I got some pillow ticking, washed it, then miked it at about .017 to .019 depending on where we put the mike. My guess is a .018 average. I cut the ticking 1 1/2" inches wide, put it on a piece of plywood and used a putty knife to rub in natural lube 1000. Then rolled the two strips, one on top of the other, lubed side to dry side. ( only the side I lubed turned yellow ) Then I put it in the Microwave for 11 seconds, turned the roll over and nuced it for 11 seconds more. They are now in a zip-lock.

How do I know if I used enough lube? Should both sides be yellow? I want to try patching at the muzzle, should I put the yellow side down, as in putting the ball on the white side or should I lube both sides? The lube seemed to spread out nice and the whole strip turned yellow on one side and I kind of worked it in. Is this enough?

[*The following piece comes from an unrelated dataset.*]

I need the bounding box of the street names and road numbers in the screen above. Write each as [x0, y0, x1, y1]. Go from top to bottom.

I got the works for Stumpy's moose juice and will mix up a batch but how do I know if I have enough lube on my patches? :surrender:
 
I'm betting they'll be just fine with the yellow side down. When I'm lubing at the muzzle, there sure isn't any more than that on a patch.
 
Put the yellow side down on the muzzle, start your ball, cut the patch. That'll put the lube against the rifle bore, where it needs to be, rather than next to the ball itself, where it doesn't need to be. As far as whether there's enough, your groups will be the only way to tell that.

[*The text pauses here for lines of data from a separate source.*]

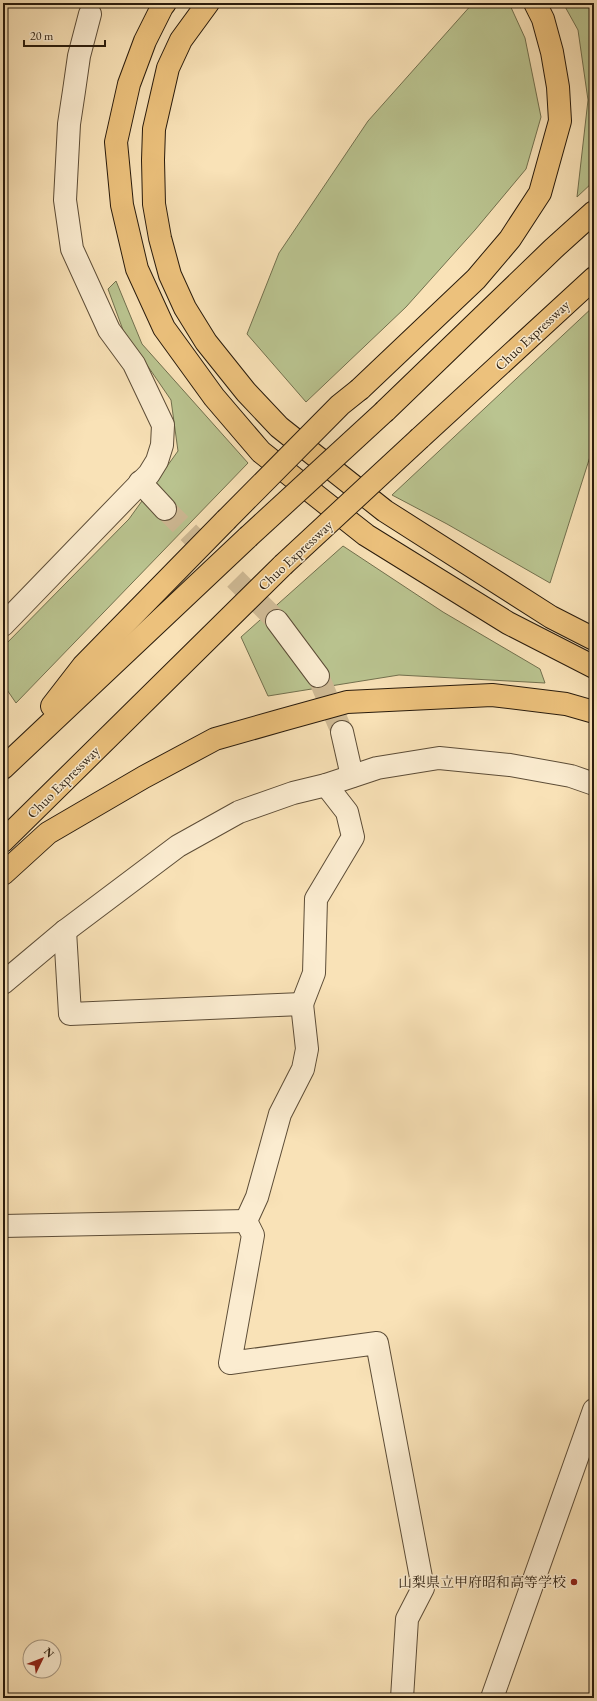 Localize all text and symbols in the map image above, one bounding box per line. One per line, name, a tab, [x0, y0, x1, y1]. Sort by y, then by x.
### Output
scale bar	[24, 22, 105, 48]
text: 20 m	[30, 28, 54, 44]
street label: Chuo Expressway	[491, 295, 574, 374]
street label: Chuo Expressway	[254, 515, 337, 594]
street label: Chuo Expressway	[23, 741, 104, 822]
place label: 山梨県立甲府昭和高等学校	[398, 1573, 566, 1591]
marker: 山梨県立甲府昭和高等学校	[569, 1577, 579, 1587]
north arrow	[22, 1639, 62, 1679]
text: N	[41, 1644, 58, 1660] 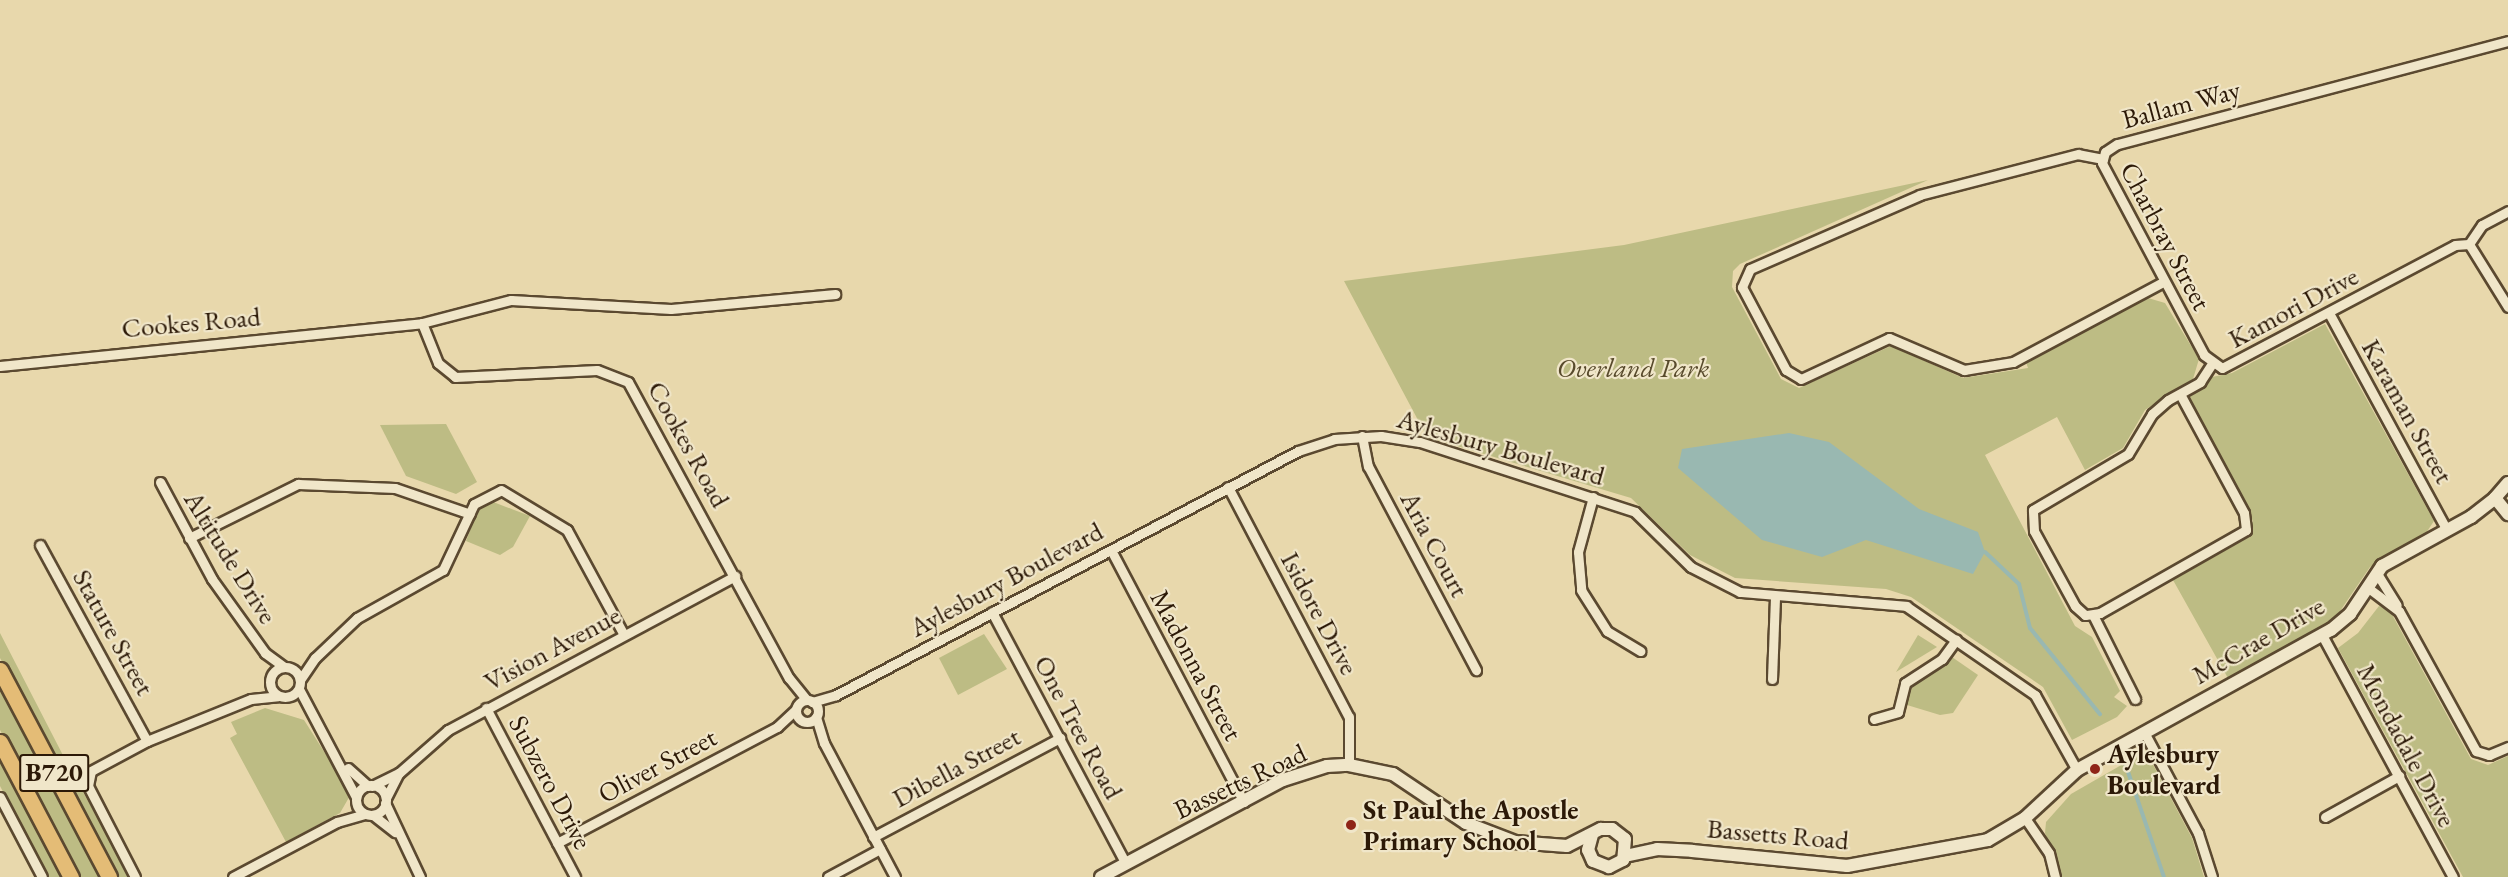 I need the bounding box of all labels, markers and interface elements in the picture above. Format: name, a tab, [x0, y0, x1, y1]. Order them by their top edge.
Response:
street label: Ballam Way	[2118, 73, 2244, 135]
street label: Charbray Street	[2113, 157, 2219, 315]
street label: Kamori Drive	[2223, 259, 2363, 355]
street label: Cookes Road	[120, 300, 262, 344]
street label: Karaman Street	[2355, 333, 2461, 489]
park label: Overland Park	[1557, 352, 1709, 384]
street label: Cookes Road	[641, 375, 737, 513]
street label: Aylesbury Boulevard	[1394, 402, 1608, 492]
street label: Altitude Drive	[177, 485, 285, 629]
street label: Aria Court	[1394, 486, 1476, 602]
street label: Aylesbury Boulevard	[904, 514, 1108, 644]
street label: Isidore Drive	[1274, 546, 1366, 680]
street label: Stature Street	[66, 563, 162, 701]
street label: Madonna Street	[1144, 584, 1250, 746]
street label: McCrae Drive	[2186, 589, 2330, 691]
street label: Vision Avenue	[478, 598, 626, 698]
street label: One Tree Road	[1028, 650, 1130, 804]
street label: Mondadale Drive	[2350, 658, 2464, 832]
street label: Subzero Drive	[502, 710, 600, 854]
street label: Oliver Street	[592, 720, 722, 810]
street label: Dibella Street	[887, 720, 1025, 814]
street label: Bassetts Road	[1169, 736, 1311, 826]
place label: Aylesbury Boulevard	[2107, 737, 2221, 800]
road number: B720	[18, 750, 90, 796]
marker: Aylesbury Boulevard	[2088, 762, 2102, 776]
place label: St Paul the Apostle Primary School	[1363, 793, 1578, 856]
street label: Bassetts Road	[1706, 812, 1850, 856]
marker: St Paul the Apostle Primary School	[1344, 818, 1358, 832]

If you're not getting good groups, there are three variables that you can change one at a time: amount of patch lube, patch thickness, ball size.
 
hard to say. plenty of lube will usually load easier but likely will not give the tightest groups. some of it depends on if you dry patch between shots. I do and get usually 12-18 shots before I have to clean the bore some with a brush.

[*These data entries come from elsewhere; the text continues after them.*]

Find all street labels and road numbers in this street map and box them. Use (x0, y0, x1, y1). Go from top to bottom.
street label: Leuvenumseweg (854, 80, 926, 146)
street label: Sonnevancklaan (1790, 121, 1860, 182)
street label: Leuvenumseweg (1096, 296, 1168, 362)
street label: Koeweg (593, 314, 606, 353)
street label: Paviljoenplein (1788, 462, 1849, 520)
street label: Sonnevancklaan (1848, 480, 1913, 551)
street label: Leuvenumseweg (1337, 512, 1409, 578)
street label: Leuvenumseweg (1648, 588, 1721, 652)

this is with a .50 capper. useing a felt overpowder.
 
I shoot a .50 Cal flintlock using a 7/1 mixture of Balistol/ Water as patch lube. It's amazing how little lube you need. A littl goes a long way.
Also I use a lubed patch over the jag on my range rod to set the bullet. It cleans the barrel with each shoot.
 
You need to learn how to read patches. Buy Dutch Schoultz Black Powder Rifle Accuracy system, and it will help you answer this questions and dozens more. Its the best way to spend $15.00 around.
http://www.blackpowderrifleaccuracy.com/

Yes, if you don't use enough lube, the patches can burn. But they burn for other reasons, including being too thin for the caliber and load( Powder charge, and ball diameter) you are using. Its far better to err on the side of putting too much lube on patches than to not put enough, for most applications.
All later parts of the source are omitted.